GIVEN ENTRIES ->
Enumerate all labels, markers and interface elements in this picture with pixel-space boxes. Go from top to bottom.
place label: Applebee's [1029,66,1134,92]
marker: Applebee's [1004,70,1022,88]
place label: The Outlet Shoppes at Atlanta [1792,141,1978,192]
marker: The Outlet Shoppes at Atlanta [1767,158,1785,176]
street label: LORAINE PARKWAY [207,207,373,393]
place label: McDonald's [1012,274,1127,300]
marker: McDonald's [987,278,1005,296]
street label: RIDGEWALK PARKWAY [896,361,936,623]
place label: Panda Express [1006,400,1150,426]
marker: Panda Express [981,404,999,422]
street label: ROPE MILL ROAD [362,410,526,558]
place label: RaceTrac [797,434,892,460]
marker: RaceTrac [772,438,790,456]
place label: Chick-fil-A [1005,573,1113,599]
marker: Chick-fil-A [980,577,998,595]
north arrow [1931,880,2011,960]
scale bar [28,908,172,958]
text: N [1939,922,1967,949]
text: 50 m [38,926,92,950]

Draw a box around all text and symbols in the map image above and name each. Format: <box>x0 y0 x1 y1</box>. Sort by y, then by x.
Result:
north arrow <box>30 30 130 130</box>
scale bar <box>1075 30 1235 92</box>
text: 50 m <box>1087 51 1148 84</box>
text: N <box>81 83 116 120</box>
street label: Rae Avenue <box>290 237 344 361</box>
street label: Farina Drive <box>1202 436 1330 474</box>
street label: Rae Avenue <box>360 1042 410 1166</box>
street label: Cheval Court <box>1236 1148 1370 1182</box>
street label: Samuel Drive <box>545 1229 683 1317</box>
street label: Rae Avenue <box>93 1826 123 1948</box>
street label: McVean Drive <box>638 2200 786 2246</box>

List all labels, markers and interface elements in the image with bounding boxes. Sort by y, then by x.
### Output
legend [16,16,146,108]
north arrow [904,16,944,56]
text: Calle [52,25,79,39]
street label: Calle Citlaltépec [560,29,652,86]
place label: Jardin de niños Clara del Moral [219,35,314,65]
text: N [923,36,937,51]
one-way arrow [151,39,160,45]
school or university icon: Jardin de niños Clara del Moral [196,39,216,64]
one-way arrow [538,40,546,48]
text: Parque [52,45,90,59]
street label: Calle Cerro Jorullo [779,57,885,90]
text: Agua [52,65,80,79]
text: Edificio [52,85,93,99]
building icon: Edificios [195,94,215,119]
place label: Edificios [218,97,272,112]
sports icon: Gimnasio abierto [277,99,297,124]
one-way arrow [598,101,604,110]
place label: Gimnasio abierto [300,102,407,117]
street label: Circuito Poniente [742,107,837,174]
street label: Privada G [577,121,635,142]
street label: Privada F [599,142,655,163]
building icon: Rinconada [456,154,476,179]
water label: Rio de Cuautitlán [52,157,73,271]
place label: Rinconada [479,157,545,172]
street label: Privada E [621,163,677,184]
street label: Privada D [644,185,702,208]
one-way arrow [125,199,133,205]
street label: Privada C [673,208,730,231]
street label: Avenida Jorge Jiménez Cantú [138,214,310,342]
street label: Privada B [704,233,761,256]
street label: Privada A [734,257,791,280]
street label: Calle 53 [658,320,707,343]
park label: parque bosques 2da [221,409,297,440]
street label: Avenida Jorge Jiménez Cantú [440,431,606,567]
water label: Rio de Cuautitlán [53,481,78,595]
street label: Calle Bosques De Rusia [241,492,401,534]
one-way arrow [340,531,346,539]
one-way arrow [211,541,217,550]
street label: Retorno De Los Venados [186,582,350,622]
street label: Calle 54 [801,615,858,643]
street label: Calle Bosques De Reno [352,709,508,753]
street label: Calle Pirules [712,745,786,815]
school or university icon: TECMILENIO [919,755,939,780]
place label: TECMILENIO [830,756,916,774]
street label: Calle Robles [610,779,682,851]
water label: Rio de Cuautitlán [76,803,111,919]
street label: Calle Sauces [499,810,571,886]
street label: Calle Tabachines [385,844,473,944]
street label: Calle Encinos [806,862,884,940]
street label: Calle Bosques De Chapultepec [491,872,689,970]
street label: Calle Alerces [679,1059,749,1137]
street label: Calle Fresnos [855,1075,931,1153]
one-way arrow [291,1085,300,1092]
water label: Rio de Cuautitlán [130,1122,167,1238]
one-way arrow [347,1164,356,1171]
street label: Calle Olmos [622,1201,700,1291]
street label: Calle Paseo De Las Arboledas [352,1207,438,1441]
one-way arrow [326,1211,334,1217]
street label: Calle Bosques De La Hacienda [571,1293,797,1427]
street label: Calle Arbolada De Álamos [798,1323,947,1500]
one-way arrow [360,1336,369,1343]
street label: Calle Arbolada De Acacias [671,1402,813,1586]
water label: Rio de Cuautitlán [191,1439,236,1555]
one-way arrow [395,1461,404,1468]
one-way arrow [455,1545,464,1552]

WORK TO BE COMPLETED -> When you have gone through the records above, say how many lines include the word "then", and write nothing besides that number.

YOUR SOLUTION -> 2